>>

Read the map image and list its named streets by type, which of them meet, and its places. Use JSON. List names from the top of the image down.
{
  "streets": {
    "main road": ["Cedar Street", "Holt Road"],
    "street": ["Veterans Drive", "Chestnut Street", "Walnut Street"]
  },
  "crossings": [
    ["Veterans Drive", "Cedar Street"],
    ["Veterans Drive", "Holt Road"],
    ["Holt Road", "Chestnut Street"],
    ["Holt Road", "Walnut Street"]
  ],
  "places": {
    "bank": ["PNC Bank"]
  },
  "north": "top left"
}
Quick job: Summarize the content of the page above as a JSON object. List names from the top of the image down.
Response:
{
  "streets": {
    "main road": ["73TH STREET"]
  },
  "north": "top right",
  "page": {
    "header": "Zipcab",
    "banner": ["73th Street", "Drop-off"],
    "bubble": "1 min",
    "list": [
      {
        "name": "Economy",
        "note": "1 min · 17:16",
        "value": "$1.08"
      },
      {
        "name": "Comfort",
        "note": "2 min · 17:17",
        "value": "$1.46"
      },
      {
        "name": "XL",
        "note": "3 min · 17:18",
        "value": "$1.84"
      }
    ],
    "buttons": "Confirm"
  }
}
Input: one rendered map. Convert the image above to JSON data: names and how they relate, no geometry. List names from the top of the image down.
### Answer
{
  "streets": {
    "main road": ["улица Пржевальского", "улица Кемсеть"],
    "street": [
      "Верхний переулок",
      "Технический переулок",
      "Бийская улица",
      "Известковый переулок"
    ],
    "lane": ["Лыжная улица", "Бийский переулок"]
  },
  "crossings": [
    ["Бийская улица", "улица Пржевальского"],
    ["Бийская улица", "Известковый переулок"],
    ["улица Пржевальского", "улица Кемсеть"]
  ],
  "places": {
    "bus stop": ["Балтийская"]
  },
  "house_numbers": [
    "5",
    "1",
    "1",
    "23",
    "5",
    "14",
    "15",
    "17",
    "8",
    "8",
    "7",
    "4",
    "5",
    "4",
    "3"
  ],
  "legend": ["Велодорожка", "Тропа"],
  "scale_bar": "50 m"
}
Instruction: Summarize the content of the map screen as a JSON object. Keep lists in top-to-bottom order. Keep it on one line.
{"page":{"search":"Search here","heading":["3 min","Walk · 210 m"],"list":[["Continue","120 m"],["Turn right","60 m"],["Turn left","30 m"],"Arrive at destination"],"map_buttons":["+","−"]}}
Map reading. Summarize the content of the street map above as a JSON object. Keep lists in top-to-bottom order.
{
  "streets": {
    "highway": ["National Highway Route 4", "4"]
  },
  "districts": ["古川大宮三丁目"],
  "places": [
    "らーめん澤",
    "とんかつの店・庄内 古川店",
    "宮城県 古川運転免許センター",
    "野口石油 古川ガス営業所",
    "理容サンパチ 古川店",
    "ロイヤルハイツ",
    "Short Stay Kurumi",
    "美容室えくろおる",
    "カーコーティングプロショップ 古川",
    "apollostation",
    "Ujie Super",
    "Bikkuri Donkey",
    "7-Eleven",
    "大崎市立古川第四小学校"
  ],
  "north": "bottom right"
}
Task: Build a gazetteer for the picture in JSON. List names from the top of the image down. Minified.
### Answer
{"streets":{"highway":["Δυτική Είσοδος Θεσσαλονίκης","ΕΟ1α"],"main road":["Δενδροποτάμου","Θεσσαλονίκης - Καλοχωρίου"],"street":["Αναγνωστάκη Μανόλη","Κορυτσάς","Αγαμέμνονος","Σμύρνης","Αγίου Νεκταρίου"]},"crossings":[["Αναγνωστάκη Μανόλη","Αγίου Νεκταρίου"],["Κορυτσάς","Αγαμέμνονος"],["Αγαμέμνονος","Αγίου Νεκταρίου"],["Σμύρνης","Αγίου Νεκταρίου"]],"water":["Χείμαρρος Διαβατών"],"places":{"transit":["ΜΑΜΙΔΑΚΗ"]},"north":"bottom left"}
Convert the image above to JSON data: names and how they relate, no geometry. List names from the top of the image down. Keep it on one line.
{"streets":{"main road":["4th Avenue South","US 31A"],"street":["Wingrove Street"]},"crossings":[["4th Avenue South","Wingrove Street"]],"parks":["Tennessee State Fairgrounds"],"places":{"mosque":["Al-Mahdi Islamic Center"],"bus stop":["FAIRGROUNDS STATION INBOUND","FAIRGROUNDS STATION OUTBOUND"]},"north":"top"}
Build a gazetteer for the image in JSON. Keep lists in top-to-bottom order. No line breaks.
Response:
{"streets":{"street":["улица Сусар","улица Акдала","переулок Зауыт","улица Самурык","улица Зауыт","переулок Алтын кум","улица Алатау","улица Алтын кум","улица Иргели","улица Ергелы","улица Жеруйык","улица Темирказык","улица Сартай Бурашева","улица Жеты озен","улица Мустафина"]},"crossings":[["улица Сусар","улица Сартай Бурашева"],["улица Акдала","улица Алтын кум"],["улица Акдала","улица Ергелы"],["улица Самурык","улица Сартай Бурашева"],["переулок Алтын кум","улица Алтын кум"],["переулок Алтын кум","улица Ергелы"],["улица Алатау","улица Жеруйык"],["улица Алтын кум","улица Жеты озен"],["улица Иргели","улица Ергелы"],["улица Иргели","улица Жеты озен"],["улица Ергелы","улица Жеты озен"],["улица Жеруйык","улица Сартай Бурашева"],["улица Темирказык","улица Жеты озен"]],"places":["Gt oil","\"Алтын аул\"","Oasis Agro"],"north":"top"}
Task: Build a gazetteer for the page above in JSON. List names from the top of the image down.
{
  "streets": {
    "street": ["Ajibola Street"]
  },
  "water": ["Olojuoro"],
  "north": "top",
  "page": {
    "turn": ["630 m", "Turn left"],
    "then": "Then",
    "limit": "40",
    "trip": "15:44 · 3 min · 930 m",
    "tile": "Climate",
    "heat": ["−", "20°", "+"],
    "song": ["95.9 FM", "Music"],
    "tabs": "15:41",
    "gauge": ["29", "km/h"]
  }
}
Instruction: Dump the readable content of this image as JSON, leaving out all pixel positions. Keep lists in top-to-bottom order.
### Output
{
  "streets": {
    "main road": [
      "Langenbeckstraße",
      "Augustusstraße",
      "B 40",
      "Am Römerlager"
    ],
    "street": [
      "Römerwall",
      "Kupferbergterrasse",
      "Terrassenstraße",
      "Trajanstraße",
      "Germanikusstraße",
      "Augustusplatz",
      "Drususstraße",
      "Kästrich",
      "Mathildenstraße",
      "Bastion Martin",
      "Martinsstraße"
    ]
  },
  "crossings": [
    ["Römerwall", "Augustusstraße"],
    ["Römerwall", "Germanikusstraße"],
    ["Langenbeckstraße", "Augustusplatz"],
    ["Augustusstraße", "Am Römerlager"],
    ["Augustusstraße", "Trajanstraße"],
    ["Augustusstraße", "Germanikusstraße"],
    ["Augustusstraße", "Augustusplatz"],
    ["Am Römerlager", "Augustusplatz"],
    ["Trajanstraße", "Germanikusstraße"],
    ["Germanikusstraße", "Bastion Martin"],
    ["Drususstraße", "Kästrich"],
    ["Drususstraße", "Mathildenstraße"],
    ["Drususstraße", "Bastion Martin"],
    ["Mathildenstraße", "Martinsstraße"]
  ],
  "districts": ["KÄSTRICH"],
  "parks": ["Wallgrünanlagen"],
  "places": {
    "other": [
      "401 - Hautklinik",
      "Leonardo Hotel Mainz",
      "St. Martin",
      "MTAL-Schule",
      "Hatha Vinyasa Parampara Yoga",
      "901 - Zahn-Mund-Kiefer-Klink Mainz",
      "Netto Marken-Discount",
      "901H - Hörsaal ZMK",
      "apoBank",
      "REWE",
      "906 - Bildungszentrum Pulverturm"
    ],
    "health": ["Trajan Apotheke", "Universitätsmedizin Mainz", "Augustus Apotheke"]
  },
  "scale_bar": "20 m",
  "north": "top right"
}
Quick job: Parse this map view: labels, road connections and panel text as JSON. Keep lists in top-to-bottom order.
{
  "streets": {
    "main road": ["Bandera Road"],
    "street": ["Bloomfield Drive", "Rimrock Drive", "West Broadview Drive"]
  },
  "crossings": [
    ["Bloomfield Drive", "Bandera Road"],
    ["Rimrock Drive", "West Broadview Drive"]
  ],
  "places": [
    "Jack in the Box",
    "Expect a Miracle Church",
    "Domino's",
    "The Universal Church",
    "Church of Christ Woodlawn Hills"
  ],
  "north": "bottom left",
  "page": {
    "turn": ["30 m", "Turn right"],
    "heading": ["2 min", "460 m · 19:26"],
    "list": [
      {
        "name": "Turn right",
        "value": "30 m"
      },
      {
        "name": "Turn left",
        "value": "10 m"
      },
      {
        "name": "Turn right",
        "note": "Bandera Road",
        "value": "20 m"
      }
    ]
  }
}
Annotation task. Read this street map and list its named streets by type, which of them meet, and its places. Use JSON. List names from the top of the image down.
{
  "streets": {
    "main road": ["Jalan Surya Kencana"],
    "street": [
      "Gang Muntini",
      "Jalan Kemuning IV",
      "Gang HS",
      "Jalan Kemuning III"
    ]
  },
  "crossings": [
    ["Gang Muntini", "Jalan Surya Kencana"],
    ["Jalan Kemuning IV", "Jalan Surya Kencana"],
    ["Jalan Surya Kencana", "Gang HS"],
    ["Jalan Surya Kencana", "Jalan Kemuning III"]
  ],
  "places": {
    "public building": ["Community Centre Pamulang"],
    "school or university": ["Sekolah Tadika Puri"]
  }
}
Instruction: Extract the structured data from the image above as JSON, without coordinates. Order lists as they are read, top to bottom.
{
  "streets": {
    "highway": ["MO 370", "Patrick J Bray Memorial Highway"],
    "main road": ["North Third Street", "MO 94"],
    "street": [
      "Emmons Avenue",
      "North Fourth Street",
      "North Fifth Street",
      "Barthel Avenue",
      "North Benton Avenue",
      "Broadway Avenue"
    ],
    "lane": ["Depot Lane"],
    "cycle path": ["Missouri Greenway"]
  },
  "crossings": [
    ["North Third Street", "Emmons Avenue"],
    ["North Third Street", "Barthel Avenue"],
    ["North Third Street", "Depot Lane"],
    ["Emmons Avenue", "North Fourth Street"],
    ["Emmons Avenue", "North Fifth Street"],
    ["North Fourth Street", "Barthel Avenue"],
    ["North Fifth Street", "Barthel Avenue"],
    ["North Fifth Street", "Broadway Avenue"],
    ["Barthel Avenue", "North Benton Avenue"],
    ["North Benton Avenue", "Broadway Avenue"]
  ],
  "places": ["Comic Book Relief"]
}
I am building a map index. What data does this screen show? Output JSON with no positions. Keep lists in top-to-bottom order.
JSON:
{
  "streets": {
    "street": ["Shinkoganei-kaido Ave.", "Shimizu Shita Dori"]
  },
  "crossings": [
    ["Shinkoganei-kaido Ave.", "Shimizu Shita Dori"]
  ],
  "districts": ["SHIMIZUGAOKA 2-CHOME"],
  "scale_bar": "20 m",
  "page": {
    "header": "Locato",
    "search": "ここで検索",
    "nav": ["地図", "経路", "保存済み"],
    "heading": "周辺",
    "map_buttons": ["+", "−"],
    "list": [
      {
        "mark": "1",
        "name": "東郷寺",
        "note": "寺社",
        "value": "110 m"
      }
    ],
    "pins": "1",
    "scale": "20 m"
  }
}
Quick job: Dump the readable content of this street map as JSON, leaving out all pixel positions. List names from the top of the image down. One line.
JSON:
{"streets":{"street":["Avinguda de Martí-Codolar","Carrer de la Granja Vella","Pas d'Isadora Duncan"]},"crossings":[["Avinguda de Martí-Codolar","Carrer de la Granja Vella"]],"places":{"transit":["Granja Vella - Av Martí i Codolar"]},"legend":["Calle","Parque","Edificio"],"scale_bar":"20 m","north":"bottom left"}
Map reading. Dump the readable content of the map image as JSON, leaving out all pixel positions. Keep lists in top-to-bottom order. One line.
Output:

<<

TRY IT: All lines in the data above from the one with "I am building" through the one with "Quick job: Dump" must be repeated exactly, and no others.

WRITTEN RESPONSE:
I am building a map index. What data does this screen show? Output JSON with no positions. Keep lists in top-to-bottom order.
JSON:
{
  "streets": {
    "street": ["Shinkoganei-kaido Ave.", "Shimizu Shita Dori"]
  },
  "crossings": [
    ["Shinkoganei-kaido Ave.", "Shimizu Shita Dori"]
  ],
  "districts": ["SHIMIZUGAOKA 2-CHOME"],
  "scale_bar": "20 m",
  "page": {
    "header": "Locato",
    "search": "ここで検索",
    "nav": ["地図", "経路", "保存済み"],
    "heading": "周辺",
    "map_buttons": ["+", "−"],
    "list": [
      {
        "mark": "1",
        "name": "東郷寺",
        "note": "寺社",
        "value": "110 m"
      }
    ],
    "pins": "1",
    "scale": "20 m"
  }
}
Quick job: Dump the readable content of this street map as JSON, leaving out all pixel positions. List names from the top of the image down. One line.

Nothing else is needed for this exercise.